Todos los adultos que conocía ocultaban la verdad detrás de sonrisas y abrazos. Yo seguía aferrada a mi mundo de sol y ponis y a mi colección de coches de carreras. Si vuelvo la vista atrás, me cuesta creer lo ingenua que llegaba a ser, la enorme cantidad de indicios que pasé por alto. Incluso cosas notorias, como cuando mi padre, que era policía, empezó a trabajar muchas horas y no soportaba ni mirarme cuando por fin volvía a casa. Mi madre me sometió a un estricto régimen de vitaminas y se negaba a dejarme sola, ni siquiera por unos minutos.

Por otro lado, tanto mi padre como mi madre eran hijos únicos. Yo no tenía primos que hubieran muerto y encendieran con ello una señal de alarma, y la negativa de mi madre a permitir que mi padre instalara una «vorágine de basura y entretenimiento absurdo que te devora el alma» —esa cosa comúnmente conocida como televisor— aseguraba que mi mundo no se viese zarandeado por noticias espantosas. Esto, combinado con un control parental de acceso a Internet digno de la CIA, garantizaba que me preocupara mucho más la disposición de mis peluches sobre la cama que la posibilidad de morir antes de mi décimo cumpleaños.

Tampoco estaba en absoluto preparada para lo que sucedió el 15 de septiembre.

La noche anterior había llovido y mis padres me mandaron al colegio con las botas de agua rojas. En clase estuvimos hablando sobre los dinosaurios y practicamos caligrafía en cursiva antes de que la señorita Port nos enviara a comer con su habitual expresión de alivio.

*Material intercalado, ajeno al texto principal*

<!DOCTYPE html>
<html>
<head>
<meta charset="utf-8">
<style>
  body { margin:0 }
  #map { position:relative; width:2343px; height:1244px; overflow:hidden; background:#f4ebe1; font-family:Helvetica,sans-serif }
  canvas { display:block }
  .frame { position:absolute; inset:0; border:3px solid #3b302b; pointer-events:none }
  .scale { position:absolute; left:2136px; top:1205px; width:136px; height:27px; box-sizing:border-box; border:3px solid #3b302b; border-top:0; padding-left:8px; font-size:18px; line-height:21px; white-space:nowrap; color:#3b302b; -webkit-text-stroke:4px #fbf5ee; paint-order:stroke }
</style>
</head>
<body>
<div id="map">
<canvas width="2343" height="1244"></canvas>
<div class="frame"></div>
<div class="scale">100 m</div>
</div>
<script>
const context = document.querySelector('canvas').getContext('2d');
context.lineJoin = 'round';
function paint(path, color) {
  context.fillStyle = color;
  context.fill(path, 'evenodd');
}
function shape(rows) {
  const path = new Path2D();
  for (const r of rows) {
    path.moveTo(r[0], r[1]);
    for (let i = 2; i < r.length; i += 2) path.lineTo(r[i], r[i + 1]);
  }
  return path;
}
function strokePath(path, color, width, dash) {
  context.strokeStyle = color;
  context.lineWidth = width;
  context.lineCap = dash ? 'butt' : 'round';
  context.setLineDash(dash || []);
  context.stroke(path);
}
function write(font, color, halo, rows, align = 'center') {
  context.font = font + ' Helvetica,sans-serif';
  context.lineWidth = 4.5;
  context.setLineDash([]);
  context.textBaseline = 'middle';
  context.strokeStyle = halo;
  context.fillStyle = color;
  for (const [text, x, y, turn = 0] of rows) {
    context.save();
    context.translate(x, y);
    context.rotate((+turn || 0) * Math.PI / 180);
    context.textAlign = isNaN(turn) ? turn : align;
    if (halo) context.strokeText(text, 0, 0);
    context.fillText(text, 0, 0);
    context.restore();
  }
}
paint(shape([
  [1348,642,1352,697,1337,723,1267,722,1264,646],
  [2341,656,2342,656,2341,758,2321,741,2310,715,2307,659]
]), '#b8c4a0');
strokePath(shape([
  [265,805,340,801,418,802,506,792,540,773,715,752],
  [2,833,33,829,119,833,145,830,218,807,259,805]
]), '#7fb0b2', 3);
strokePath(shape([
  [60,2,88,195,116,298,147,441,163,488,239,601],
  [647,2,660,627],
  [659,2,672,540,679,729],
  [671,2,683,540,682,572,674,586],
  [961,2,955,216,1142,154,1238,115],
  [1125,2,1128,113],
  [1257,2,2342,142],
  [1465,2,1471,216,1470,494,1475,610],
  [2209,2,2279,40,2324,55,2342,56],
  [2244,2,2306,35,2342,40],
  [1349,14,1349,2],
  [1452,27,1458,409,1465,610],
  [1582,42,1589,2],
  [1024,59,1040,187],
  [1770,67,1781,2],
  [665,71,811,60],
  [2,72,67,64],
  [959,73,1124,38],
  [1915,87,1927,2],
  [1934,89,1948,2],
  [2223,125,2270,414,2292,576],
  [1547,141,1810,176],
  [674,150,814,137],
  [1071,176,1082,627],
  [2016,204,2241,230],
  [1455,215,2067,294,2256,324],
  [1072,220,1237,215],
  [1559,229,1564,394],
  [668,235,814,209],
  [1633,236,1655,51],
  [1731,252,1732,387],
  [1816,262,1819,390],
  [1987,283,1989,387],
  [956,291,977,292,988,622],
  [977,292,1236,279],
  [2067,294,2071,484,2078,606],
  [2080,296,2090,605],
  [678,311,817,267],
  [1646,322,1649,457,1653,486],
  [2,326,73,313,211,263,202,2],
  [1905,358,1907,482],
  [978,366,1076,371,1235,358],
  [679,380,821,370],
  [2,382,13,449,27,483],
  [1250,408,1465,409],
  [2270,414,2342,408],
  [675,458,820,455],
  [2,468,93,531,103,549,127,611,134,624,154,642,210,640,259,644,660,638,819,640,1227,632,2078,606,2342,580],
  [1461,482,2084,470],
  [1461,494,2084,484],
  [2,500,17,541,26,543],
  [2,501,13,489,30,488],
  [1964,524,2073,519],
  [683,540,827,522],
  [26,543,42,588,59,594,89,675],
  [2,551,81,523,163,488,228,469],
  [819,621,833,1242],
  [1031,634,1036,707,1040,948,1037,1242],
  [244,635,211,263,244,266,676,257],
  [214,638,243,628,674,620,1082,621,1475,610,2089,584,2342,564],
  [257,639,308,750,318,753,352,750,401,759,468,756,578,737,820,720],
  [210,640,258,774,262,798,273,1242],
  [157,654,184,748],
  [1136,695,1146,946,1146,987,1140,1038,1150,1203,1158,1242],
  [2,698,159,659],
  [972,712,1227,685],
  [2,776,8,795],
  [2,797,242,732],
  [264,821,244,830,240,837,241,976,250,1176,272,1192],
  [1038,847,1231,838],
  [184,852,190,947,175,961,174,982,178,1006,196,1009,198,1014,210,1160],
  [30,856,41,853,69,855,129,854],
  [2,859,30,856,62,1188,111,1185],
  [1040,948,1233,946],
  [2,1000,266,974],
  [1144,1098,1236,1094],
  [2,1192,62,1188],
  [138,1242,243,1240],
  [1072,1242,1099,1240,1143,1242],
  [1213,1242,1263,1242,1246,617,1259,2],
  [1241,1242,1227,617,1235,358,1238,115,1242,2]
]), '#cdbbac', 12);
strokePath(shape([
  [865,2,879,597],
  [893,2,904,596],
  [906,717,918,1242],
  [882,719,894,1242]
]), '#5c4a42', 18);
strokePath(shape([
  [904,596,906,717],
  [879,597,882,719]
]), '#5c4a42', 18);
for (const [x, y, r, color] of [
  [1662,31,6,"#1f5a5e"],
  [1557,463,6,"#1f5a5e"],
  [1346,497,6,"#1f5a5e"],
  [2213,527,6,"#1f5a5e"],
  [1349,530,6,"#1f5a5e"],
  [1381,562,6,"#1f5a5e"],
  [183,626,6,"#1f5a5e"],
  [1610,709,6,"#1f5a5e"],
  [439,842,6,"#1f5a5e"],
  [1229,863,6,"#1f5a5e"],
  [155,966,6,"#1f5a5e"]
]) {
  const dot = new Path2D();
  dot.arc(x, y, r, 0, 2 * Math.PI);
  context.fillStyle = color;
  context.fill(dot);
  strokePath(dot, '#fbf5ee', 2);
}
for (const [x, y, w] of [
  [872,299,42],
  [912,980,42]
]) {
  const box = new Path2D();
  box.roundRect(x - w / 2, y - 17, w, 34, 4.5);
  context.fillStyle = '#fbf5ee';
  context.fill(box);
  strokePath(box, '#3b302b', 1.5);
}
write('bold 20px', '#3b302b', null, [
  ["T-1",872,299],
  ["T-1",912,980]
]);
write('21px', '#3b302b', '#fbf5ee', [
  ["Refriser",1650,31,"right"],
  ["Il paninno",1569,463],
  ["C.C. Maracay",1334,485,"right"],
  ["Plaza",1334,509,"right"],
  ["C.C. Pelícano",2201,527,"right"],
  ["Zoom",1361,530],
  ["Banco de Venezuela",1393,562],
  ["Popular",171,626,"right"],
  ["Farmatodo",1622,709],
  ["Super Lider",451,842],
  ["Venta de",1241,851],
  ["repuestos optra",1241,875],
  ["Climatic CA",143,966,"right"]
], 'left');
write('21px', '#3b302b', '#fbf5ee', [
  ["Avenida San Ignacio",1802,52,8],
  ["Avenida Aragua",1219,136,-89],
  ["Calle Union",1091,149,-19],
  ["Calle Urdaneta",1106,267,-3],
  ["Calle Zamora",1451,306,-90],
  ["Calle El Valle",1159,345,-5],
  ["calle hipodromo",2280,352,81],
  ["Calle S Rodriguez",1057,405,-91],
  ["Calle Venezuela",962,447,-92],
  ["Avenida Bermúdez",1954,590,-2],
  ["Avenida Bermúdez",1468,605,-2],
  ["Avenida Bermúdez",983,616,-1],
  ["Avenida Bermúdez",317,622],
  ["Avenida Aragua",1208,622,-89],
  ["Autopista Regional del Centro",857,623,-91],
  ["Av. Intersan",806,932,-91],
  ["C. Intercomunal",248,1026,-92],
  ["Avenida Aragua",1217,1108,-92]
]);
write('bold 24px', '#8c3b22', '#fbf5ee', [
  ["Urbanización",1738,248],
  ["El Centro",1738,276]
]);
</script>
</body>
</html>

Recuerdo con claridad hasta el más mínimo detalle de la comida de aquel día, no porque estuviese sentada en la mesa justo delante de Grace, sino porque ella fue la primera, y porque se suponía que aquello no tenía que suceder. No era vieja como el abuelo. No tenía cáncer como Sara, la amiga de mamá. Ni alergia, ni tos ni dolor de cabeza: nada. Murió de repente y ninguno de nosotros comprendió lo que ocurría hasta que ya fue demasiado tarde.

Grace estaba inmersa en un intenso debate sobre si en el interior de su gelatina había una mosca. Meneaba de un lado a otro la masa roja, que temblaba, y a punto estuvo de derramarse cuando Grace apretujó el vasito con demasiada fuerza. Naturalmente, todo el mundo, incluida yo, quería dar su opinión sobre si se trataba de una mosca o era un trozo de caramelo que Grace había metido allí dentro.

—Yo no soy mentirosa —dijo Grace—. Solo…

Se interrumpió. El vasito de plástico se le deslizó entre los dedos y golpeó la mesa. Abrió entonces la boca y fijó la mirada en algo que quedaba por detrás de mi cabeza. Frunció el entrecejo, como si estuviera prestando atención a alguien que intentaba explicarle una cosa muy complicada.

—¿Grace? —recuerdo que dije—. ¿Estás bien?

En el segundo que tardó en cerrar los párpados, vi que tenía los ojos en blanco. Grace exhaló un leve suspiro, tan suave que el aliento ni siquiera levantó los cuatro pelos castaños que se le habían pegado a los labios.

Los que estábamos sentados junto a ella nos quedamos paralizados, aunque todos debimos de pensar lo mismo: se ha desmayado. Un par de semanas antes, Josh Preston había perdido el conocimiento en el patio porque, según nos explicó más tarde la señorita Port, no tenía suficiente azúcar en el organismo… una cosa tan tonta como esa.